==== DATA FOR REVIEW

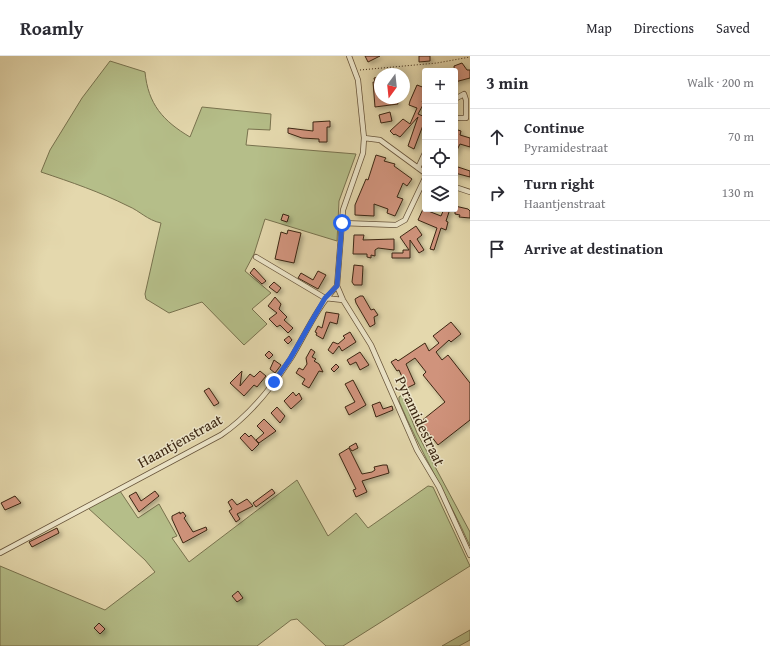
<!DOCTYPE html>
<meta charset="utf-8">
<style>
body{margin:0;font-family:"Gentium Book Plus",serif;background:#f2f2f3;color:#2b2b33}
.controls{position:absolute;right:12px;top:12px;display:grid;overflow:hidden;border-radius:4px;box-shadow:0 2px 10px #0003}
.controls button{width:36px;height:36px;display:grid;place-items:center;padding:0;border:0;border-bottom:1px solid #e1e1e2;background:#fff;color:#2b2b33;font:20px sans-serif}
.compass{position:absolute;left:374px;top:12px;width:36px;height:36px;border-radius:50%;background:#fff;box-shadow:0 2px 10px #0003;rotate:195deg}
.stop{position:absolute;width:12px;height:12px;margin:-9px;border:3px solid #2563eb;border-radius:50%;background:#fff}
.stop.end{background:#2563eb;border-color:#fff;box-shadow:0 1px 4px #0008}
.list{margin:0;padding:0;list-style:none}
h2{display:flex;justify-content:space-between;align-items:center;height:52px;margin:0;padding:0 16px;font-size:17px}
h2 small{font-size:13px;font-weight:400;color:#7c7c81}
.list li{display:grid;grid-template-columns:26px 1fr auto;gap:12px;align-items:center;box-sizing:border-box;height:56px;padding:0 16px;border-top:1px solid #e1e1e2}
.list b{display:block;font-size:15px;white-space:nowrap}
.list p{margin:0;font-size:13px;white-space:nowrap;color:#7c7c81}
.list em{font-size:13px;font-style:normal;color:#7c7c81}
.icon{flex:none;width:22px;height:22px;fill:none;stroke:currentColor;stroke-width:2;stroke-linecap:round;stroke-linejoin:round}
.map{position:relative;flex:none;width:470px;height:590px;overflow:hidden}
header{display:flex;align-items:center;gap:24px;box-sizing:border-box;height:56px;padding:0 20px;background:#fff;border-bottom:1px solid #e1e1e2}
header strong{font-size:19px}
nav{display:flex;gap:22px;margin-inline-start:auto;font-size:14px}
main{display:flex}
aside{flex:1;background:#fff}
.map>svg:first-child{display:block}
.green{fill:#b5be89;stroke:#78724e}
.building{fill:#d0937b;stroke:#3b2612;filter:url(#shadow)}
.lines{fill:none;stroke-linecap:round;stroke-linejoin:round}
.street-casing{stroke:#655239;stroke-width:6}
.path{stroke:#3b2612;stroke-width:1;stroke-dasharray:1 2;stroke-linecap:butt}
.street{stroke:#ede6ca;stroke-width:4.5}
.route{stroke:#2563eb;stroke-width:5}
.labels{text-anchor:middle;stroke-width:3;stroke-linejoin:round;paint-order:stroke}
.street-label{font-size:15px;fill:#3b2612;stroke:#ede6ca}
</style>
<header>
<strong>Roamly</strong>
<nav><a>Map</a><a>Directions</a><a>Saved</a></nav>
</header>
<main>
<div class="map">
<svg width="470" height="590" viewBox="0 0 470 590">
<defs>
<filter id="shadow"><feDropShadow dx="2.5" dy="2.5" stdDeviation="2" flood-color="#0004"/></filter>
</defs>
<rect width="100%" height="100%" fill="#e4d8ad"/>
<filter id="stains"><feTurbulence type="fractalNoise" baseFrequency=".005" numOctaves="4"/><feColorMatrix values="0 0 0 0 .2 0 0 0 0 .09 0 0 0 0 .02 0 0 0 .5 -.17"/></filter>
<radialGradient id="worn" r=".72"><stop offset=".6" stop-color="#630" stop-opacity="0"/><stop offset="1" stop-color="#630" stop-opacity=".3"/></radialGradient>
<path class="green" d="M110 5 145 16C148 48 163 65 190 81L202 51 271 58 270 74 248 73 246 89 356 98 339 145 337 185 265 163 254 198 245 215 271 237 252 253 267 268 244 289 202 246 169 257 146 243 145 238 161 167C147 164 140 155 128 150 100 136 71 126 41 116L50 94 82 42Z
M402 339 417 377 470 476V490C448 441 420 395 399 345V341Z
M297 424 328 480 356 457 368 472 428 430 433 431 470 510 343 590H326L297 563 291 564 257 590H0V510L105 554 155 516 145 504 88 452 120 435 138 462 159 448 177 480 172 482 189 506Z
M470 574V584L459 590H442Z"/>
<path class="building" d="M365 0H380L368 6Z
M419 0H430V5L419 6Z
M462 7 467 14H470V22L455 26 454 10Z
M380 21V42H397L398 48 375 51 373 26H375L374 22Z
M417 29 425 32V40L422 46 424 47 418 58 425 61V64L414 93 408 90 418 61 400 81 395 78 394 79 390 75 403 63 410 68 417 52 409 49 410 45Z
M390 56 392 65 381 67 379 59Z
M330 65V71H327V86H319V83L302 82 288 77V72L313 75V66Z
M455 73 461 75 460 79 470 82V91L460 88 455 98Z
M376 99 386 102 384 105 395 108 394 110 412 123 407 130 403 127 397 141 403 143 395 160 387 157 388 153 374 148V160L355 159V149L366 123 368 124Z
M455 110 470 115V121L455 117Z
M455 150 468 153 470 155V162L459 161 460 159 455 158Z
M423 153 441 160 444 153H450L446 165 448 166 446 174 441 172 434 194 430 193 437 172 418 164Z
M283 158 289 160 287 166 281 164Z
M416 170 422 179 417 183 424 194 419 197 410 184V202H392V197H403V194H409L400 181Z
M288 174 301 177 294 207 275 203 281 176 287 178Z
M354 179H364L363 184 394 183V194L378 192 375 194V200L371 199V202L367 201V198H353Z
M354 209 363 210 362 229H354L352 226Z
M254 212 266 225 262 228 250 217Z
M318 215 326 219 318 233 298 222 301 217 313 224Z
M274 226 281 232 277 237 269 231Z
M360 240H363L371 254 374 253 378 259 374 261 375 268 370 271 356 247 355 243Z
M275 241 281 248 279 253 287 261 284 264 293 272 288 277 280 269 277 271 269 263 277 257 268 250Z
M326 256 339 258 337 268 330 266 323 283 316 279 317 277 315 276 318 270 322 272Z
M451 266 461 278 451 286 449 284 436 296 442 304 448 299 470 327V364L438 389 420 366 445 346 423 319 426 316 415 302 406 308 415 328 407 332 399 314 397 315 391 306 396 303 398 305 425 287 429 295 439 287 433 280Z
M350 276 356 286 342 295 339 290 333 298 328 294 333 286 338 288 345 282 343 280Z
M289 280 292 284 288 288 284 284Z
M311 293 315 296 312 301 316 303 314 305 319 308 323 316 319 315 309 332 302 328 305 323 296 317 299 312 303 314 307 308 306 302Z
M269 295 273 299 269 303 265 299Z
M360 296 369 309 360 314 356 306 350 309 347 304Z
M274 304 281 309 275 317 270 313Z
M336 308 339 311 334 316 331 313Z
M242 315 240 330 250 318 254 321 260 315 266 320 257 331 254 329 244 340 230 327Z
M353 324 366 349 349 359 345 351 355 346 345 328Z
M209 332 219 347 214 350 204 335Z
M293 336 296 340 299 337 302 343 291 353 284 345Z
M380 346 383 353 392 350 393 354 376 361 372 349Z
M277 351 285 360 280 367 271 357Z
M264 363 276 375 259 387 256 384 264 377 257 370Z
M245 377 249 381 251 379 259 388 252 395 240 382Z
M356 387 358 392 352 395 349 391Z
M349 392 362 418 372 416 375 414 374 411 383 409H387L389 417 362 425 367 436 356 441 353 434 356 433 339 398Z
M272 433 275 437 256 451 253 447Z
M155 435 159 440 139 456 129 440 136 436 141 445Z
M15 440 21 447 5 454 1 447Z
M232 443 237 449 247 443 253 450 237 458 240 463 236 466 229 455 232 453 228 446Z
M180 456V458L183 456 186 460 184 462 193 476 206 471 207 474 183 487 172 463V460Z
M57 472 59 477 32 491 29 486Z
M238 535 243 542 237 546 232 540Z
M99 567 105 573 100 578 94 572Z"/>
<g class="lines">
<g class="street-casing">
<path id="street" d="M349 0 358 24 364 82 363 97 343 154 337 230 343 244 371 289 417 394 439 431 470 499
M455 43 464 38 466 44V62H455
M364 82 380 84 425 117
M418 112 425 97
M455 131 470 136
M342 167 396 169 405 164 425 122
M256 201 325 242 343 244
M0 497 221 379C249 360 273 330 291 302 306 277 317 251 337 230"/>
</g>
<path class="path" d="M360 14 437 7 470 1"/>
<use href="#street" class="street"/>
</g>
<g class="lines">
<path class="route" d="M274 326 290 303 325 242 337 230 342 167"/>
</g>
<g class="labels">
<g class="street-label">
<text transform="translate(420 365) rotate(65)" y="5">Pyramidestraat</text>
<text transform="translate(180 385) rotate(-29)" y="5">Haantjenstraat</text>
</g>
</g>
<rect width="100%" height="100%" filter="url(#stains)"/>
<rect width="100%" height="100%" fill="url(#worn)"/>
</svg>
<div class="controls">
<button>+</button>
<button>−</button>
<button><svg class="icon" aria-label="locate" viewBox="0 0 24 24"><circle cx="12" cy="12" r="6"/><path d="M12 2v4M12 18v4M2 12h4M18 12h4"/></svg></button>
<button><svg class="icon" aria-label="layers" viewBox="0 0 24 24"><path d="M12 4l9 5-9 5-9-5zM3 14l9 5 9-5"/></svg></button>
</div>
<svg class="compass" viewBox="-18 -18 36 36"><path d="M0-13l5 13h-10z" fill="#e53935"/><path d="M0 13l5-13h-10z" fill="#7c7c81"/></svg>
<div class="stop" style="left:342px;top:167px"></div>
<div class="stop end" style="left:274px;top:326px"></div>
</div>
<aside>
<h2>3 min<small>Walk · 200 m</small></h2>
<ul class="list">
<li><svg class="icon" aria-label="ahead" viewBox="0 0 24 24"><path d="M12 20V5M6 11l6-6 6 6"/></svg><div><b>Continue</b><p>Pyramidestraat</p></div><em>70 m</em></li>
<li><svg class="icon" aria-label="right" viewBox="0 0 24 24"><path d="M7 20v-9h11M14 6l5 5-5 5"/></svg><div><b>Turn right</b><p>Haantjenstraat</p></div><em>130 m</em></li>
<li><svg class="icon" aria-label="arrive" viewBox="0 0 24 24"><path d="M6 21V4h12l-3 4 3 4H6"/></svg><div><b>Arrive at destination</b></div></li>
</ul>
</aside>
</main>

========

WHAT THE EXERCISE ASKS: Each line that holds the string "absolute" is to be copied from the entries above.

FINISHED EXERCISE:
.controls{position:absolute;right:12px;top:12px;display:grid;overflow:hidden;border-radius:4px;box-shadow:0 2px 10px #0003}
.compass{position:absolute;left:374px;top:12px;width:36px;height:36px;border-radius:50%;background:#fff;box-shadow:0 2px 10px #0003;rotate:195deg}
.stop{position:absolute;width:12px;height:12px;margin:-9px;border:3px solid #2563eb;border-radius:50%;background:#fff}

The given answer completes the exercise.